SymphonyAI - Python Coding Assignment

Primary LanguagePython

Assignment

Produce a python module (ayasdi_python_code.py) which does the following:

Create a tab-delimited file (ayasdi_assignment.csv) containing 20 columns and a million rows with the following characteristics:

  1. Column 1 (labeled as col1 is the index column where the values are 1 to 1 million)
  2. The next 9 columns (2 to 10) are labelled col2_x ... col10_x where each contains random values and 'x' is the mean mentioned in the next sentence. Each column has random data generated from a gaussian distribution at different means and variances.
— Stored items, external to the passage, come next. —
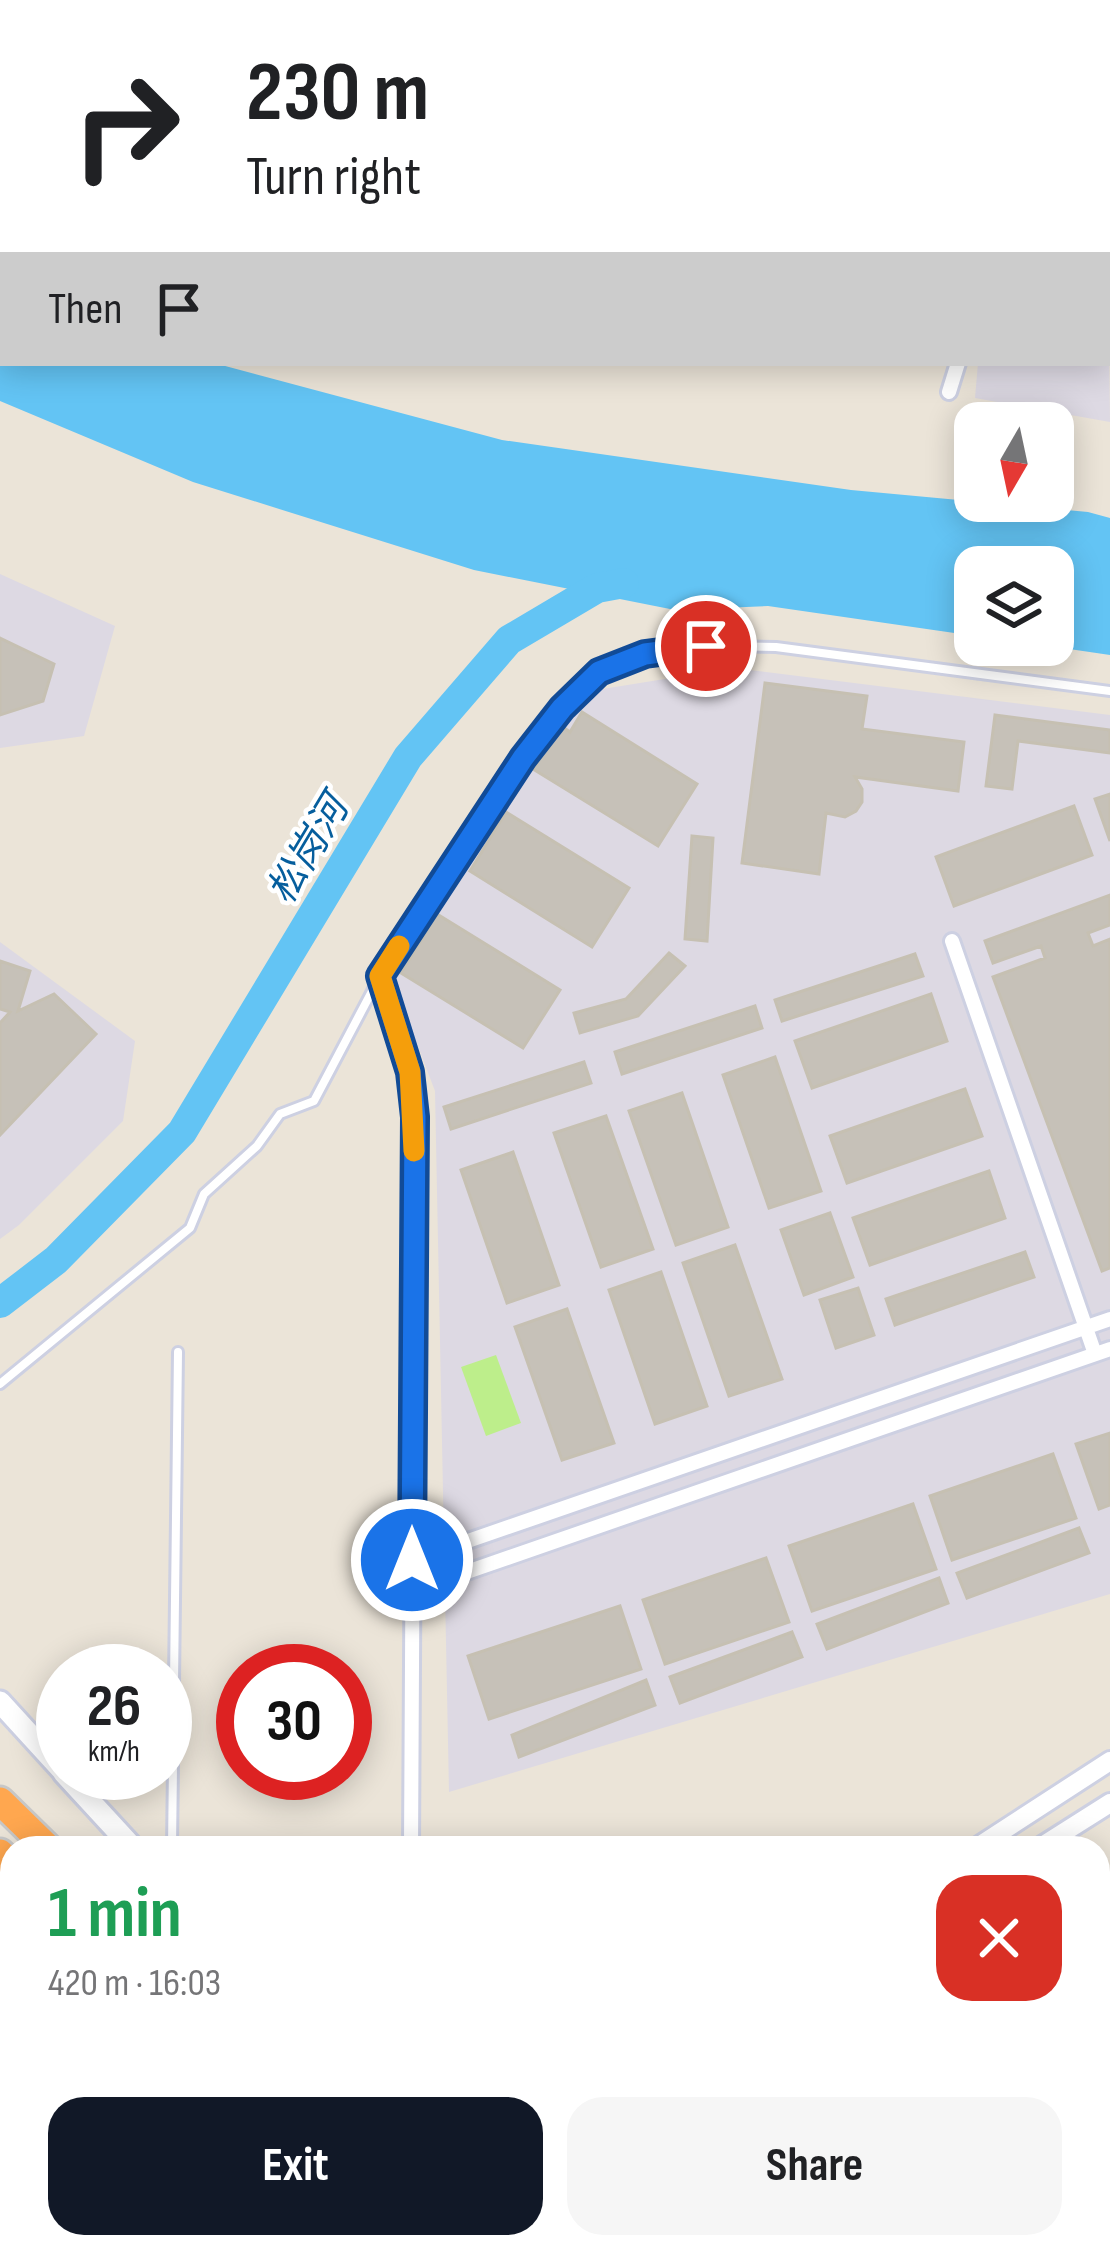 <!DOCTYPE html>
<meta charset="utf-8">
<style>
body{margin:0;font-family:"Sofia Sans Condensed","Noto Sans SC",sans-serif;background:#f6f6f6;color:#202124;height:100vh;display:flex;flex-direction:column;font-size:45px;white-space:nowrap}
*{box-sizing:border-box;margin:0}
p{font-size:39px;color:#757577}
.icon{flex:none;width:66px;height:66px;fill:none;stroke:currentColor;stroke-width:2;stroke-linecap:round;stroke-linejoin:round}
.map{position:relative;flex:1;overflow:hidden}
.side{position:absolute;left:0px;top:1836px;width:1110px;height:423px;display:flex;flex-direction:column;background:#fff;border-radius:36px 36px 0 0;box-shadow:0 6px 30px #0003}
.side>*{flex:none}
.guide{position:absolute;left:0px;top:0px;width:1110px;height:366px;box-shadow:0 6px 30px #0003;background:#fff;color:#202124;overflow:hidden}
.needle{width:78px;rotate:189deg}
.fabs{position:absolute;left:954px;top:402px;display:grid;gap:24px}
.fabs a{display:grid;place-items:center;width:120px;height:120px;border-radius:24px;background:#fff;box-shadow:0 6px 30px #0003;font-size:60px}
.speed{position:absolute;left:36px;top:1644px;display:flex;gap:24px;font-size:60px;font-weight:700;text-align:center}
.speed>*{display:grid;place-content:center;width:156px;height:156px;border-radius:50%;background:#fff;box-shadow:0 6px 30px #0003;line-height:1}
.speed small{font-size:30px;font-weight:400}
.speed .limit{border:18px solid #d22;background:#fff;color:#111}
.pin{position:absolute;display:grid;place-items:center;width:102px;height:102px;color:#fff;margin:-51px;border:6px solid #fff;border-radius:50%;box-shadow:0 3px 12px #0007}
.me{position:absolute;width:132px;margin:-66px;rotate:0deg;stroke-linejoin:round;filter:drop-shadow(0 0 9px #0008)}
.turn{display:flex;align-items:center;gap:42px;height:252px;padding:0 48px;font-size:54px}
.turn .icon{width:156px;height:156px;stroke-width:2.5}
.turn b{display:block;font-size:84px;line-height:102px}
.then{display:flex;align-items:center;height:114px;padding:0 48px;background:#0003;gap:24px;font-size:45px}
.round{display:grid;place-items:center;flex:none;width:126px;height:126px;border-radius:36px;background:#f6f6f6}
.head{display:flex;align-items:center;justify-content:space-between;height:204px;padding:0 48px}
h1{font-size:72px;font-weight:700;line-height:90px;color:#1e9e55}
.cta{display:flex;gap:24px;margin-top:auto;padding:24px 48px}
.cta a{flex:1;height:138px;border-radius:36px;background:#111827;color:#fff;font-size:48px;font-weight:700;line-height:138px;text-align:center}
.cta a+a{background:#f6f6f6;color:#202124}
.map>svg:first-child{display:block}
.industrial{fill:#ddd9e3}
.pitch{fill:#bdee8b}
.water{fill:#63c4f4}
.lines{fill:none;stroke-linecap:round;stroke-linejoin:round}
.river{stroke:#63c4f4;stroke-width:30}
.building{fill:#c6c1b8;stroke:#c6c0b2;stroke-width:3}
.service-casing{stroke:#cdd0e2;stroke-width:14}
.minor-casing{stroke:#cdd0e2;stroke-width:20}
.tertiary-casing{stroke:#cdd0e2;stroke-width:24}
.secondary-casing{stroke:#cdd0e2;stroke-width:27}
.motorway-casing{stroke:#c7c7c7;stroke-width:33}
.service{stroke:#fff;stroke-width:8}
.minor{stroke:#fff;stroke-width:14}
.tertiary{stroke:#fff;stroke-width:18}
.secondary{stroke:#fff;stroke-width:21}
.motorway{stroke:#ffa74f;stroke-width:27}
.route-casing{stroke:#114b97;stroke-width:30}
.route{stroke:#1a73e8;stroke-width:21}
.slow{stroke:#f59e0b;stroke-width:21}
.labels{text-anchor:middle;stroke-width:9;stroke-linejoin:round;paint-order:stroke}
.water-label{font-size:39px;font-style:italic;fill:#065e9d;stroke:#fff}
</style>
<div class="map">
<svg width="1110" height="2258" viewBox="0 0 1110 2258">
<rect width="100%" height="100%" fill="#ebe4d8"/>
<path class="industrial" d="M 177,0 L 1031,0 L 177,3 Z
M 1107,180 L 1110,422 L 975,398 L 978,363 L 1107,363 Z
M 0,574 L 115,626 L 84,736 L 0,748 Z
M 733,668 L 1110,715 L 1110,1594 L 449,1792 L 435,1091 L 392,978 L 584,692 Z
M 0,942 L 135,1041 L 123,1121 L 19,1225 L 0,1239 Z
M 1110,1890 L 1110,2258 L 608,2258 L 598,2247 L 1098,2247 L 1098,1900 Z"/>
<path class="pitch" d="M 496,1355 L 521,1423 L 486,1436 L 461,1367 Z"/>
<path class="water" d="M 0,270 L 3,363 L 214,363 L 502,440 L 851,490 L 1088,512 L 1110,518 L 1110,655 L 1042,645 L 1053,645 L 1053,567 L 975,567 L 975,636 L 768,606 L 675,610 L 474,570 L 193,482 L 0,401 Z"/>
<g class="lines">
<path class="river" d="M 0,1303 L 56,1260 L 182,1132 L 408,757 L 509,640 L 597,588 L 624,583"/>
</g>
<path class="building" d="M 0,0 L 27,0 L 3,3 L 3,115 Z
M 0,638 L 54,664 L 43,701 L 0,715 Z
M 765,683 L 867,696 L 862,729 L 964,742 L 958,791 L 855,777 L 862,789 L 862,802 L 856,811 L 845,817 L 826,813 L 819,874 L 742,863 Z
M 582,712 L 697,784 L 658,846 L 533,769 L 560,725 L 570,732 Z
M 995,715 L 1110,730 L 1110,753 L 1018,741 L 1012,789 L 986,786 Z
M 1110,794 L 1110,841 L 1095,799 Z
M 1074,806 L 1092,855 L 954,906 L 936,857 Z
M 506,812 L 629,888 L 592,947 L 470,871 Z
M 692,836 L 713,838 L 707,941 L 685,939 Z
M 1110,895 L 1110,925 L 1088,933 L 1093,946 L 1110,939 L 1110,1268 L 1102,1271 L 993,977 L 1045,958 L 1041,946 L 993,963 L 985,941 Z
M 437,914 L 560,990 L 523,1048 L 401,973 Z
M 669,953 L 685,966 L 638,1016 L 580,1033 L 574,1013 L 626,999 Z
M 915,954 L 923,976 L 782,1021 L 775,1000 Z
M 0,961 L 30,971 L 18,1011 L 54,994 L 96,1034 L 0,1135 L 0,1023 L 10,1012 L 0,1009 Z
M 931,994 L 947,1041 L 812,1088 L 795,1041 Z
M 755,1006 L 762,1028 L 622,1074 L 615,1052 Z
M 775,1057 L 821,1191 L 769,1208 L 723,1075 Z
M 584,1062 L 591,1083 L 451,1129 L 444,1107 Z
M 965,1089 L 982,1136 L 847,1183 L 830,1136 Z
M 682,1093 L 728,1227 L 676,1245 L 629,1111 Z
M 606,1116 L 653,1249 L 601,1267 L 554,1133 Z
M 513,1152 L 559,1285 L 507,1303 L 461,1170 Z
M 989,1171 L 1005,1218 L 870,1265 L 853,1218 Z
M 830,1213 L 853,1277 L 804,1295 L 781,1230 Z
M 735,1245 L 782,1379 L 729,1396 L 683,1263 Z
M 1025,1252 L 1034,1277 L 895,1325 L 886,1299 Z
M 661,1272 L 707,1406 L 655,1424 L 609,1290 Z
M 858,1288 L 874,1335 L 836,1348 L 820,1300 Z
M 567,1309 L 614,1443 L 562,1460 L 515,1327 Z
M 1110,1433 L 1110,1505 L 1099,1509 L 1076,1444 Z
M 1053,1454 L 1076,1518 L 952,1560 L 930,1496 Z
M 913,1504 L 936,1569 L 812,1611 L 789,1546 Z
M 1079,1528 L 1089,1553 L 967,1598 L 957,1573 Z
M 766,1558 L 789,1622 L 665,1664 L 643,1600 Z
M 939,1578 L 948,1603 L 827,1649 L 817,1624 Z
M 620,1606 L 641,1669 L 489,1719 L 468,1656 Z
M 792,1632 L 802,1657 L 680,1703 L 670,1677 Z
M 646,1680 L 655,1705 L 519,1757 L 512,1735 Z
M 1098,2039 L 1110,2051 L 1110,2058 L 1098,2070 Z
M 1110,2123 L 1110,2197 L 1098,2210 L 1098,2135 Z
M 0,2226 L 12,2228 L 12,2247 L 18,2247 L 16,2258 L 0,2258 Z
M 901,2247 L 956,2247 L 963,2255 L 889,2258 Z"/>
<g class="lines">
<defs>
<path id="service" d="M 0,1384 L 190,1228 L 204,1194 L 257,1146 L 280,1114 L 314,1101 L 380,976 L 523,758 L 562,708 L 599,672 L 645,654 L 706,646 L 776,647 L 1110,691
M 172,1848 L 178,1352
M 984,2247 L 994,2258
M 1097,2247 L 1109,2258"/>
<path id="minor" d="M 1046,3 L 1046,0
M 949,392 L 958,363
M 952,941 L 1095,1354
M 380,976 L 410,1071 L 415,1117 L 411,1848
M 413,1560 L 1110,1319
M 412,1591 L 1110,1349"/>
<path id="tertiary" d="M 976,1848 L 1110,1761
M 1039,1848 L 1110,1803"/>
<path id="secondary" d="M 0,1702 L 63,1771
M 64,1773 L 133,1848
M 0,1903 L 12,1915
M 508,2247 L 518,2258
M 339,2258 L 356,2247"/>
<path id="motorway" d="M 0,1801 L 48,1848
M 0,1853 L 12,1865
M 390,2247 L 401,2258
M 435,2247 L 445,2258"/>
</defs>
<use href="#service" class="service-casing"/>
<use href="#minor" class="minor-casing"/>
<use href="#tertiary" class="tertiary-casing"/>
<use href="#secondary" class="secondary-casing"/>
<use href="#motorway" class="motorway-casing"/>
<use href="#service" class="service"/>
<use href="#minor" class="minor"/>
<use href="#tertiary" class="tertiary"/>
<use href="#secondary" class="secondary"/>
<use href="#motorway" class="motorway"/>
</g>
<g class="lines">
<defs>
<path id="route" d="M 412,1560 L 415,1117 L 410,1072 L 380,976 L 523,758 L 562,708 L 599,672 L 645,654 L 706,646"/>
</defs>
<use href="#route" class="route-casing"/>
<use href="#route" class="route"/>
<path class="slow" d="M 399,946 L 380,976 L 410,1072 L 414,1151"/>
</g>
<g class="labels">
<g class="water-label">
<text transform="translate(307 849) rotate(-59)" y="14">松岗河</text>
</g>
</g>
</svg>
<div class="fabs">
<a><svg class="needle" viewBox="-14 -14 28 28"><path d="M0-13l5 13h-10z" fill="#e53935"/><path d="M0 13l5-13h-10z" fill="#757577"/></svg></a>
<a><svg class="icon" aria-label="layers" viewBox="0 0 24 24"><path d="M12 4l9 5-9 5-9-5zM3 14l9 5 9-5"/></svg></a>
</div>
<div class="speed"><div>26<small>km/h</small></div><div class="limit">30</div></div>
<div class="pin" style="left:706px;top:646px;background:#d93025"><svg class="icon" aria-label="arrive" viewBox="0 0 24 24"><path d="M6 21V4h12l-3 4 3 4H6"/></svg></div>
<svg class="me" style="left:412px;top:1560px" viewBox="-20 -20 40 40"><circle r="17" fill="#1a73e8" stroke="#fff" stroke-width="3"/><path d="M0-11L8 9 0 5-8 9z" fill="#fff"/></svg>
<div class="guide">
<div class="turn"><svg class="icon" aria-label="right" viewBox="0 0 24 24"><path d="M7 20v-9h11M14 6l5 5-5 5"/></svg><div><b>230 m</b>Turn right</div></div>
<div class="then">Then<svg class="icon" aria-label="arrive" viewBox="0 0 24 24"><path d="M6 21V4h12l-3 4 3 4H6"/></svg></div>
</div>
<section class="side">
<div class="head"><div><h1>1 min</h1><p>420 m · 16:03</p></div><a class="round" style="background:#d93025;color:#fff"><svg class="icon" aria-label="close" viewBox="0 0 24 24"><path d="M6 6l12 12M18 6L6 18"/></svg></a></div>
<div class="cta"><a>Exit</a><a>Share</a></div>
</section>
</div>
Additionally, each of these columns have 10% nulls.
  3. Columns 11 to 19 are labelled as col11...col19, where each column has random strings selected from the English Dictionary. 10% nulls in this column as well.
  4. Column 20 has random dates selected between January 1, 2014 to December 31, 2014. No nulls in this column.

Once this dataset has been created, load it into a single table in a sqlite database (ayasdi_assignment.db).

Guidelines:

  • The code should follow PEP 8 guidelines (https://www.python.org/dev/peps/pep-0008/)
  • Stick to core-python packages in the code (no pandas, numpy, etc.)
  • Write object-oriented code.
  • Include basic doctests in your code.

Things Not Implemented

  • The CSV file is comma separated instead of tab.
  • Doctests not included.
  • Codes are more in functional style rather than object oriented.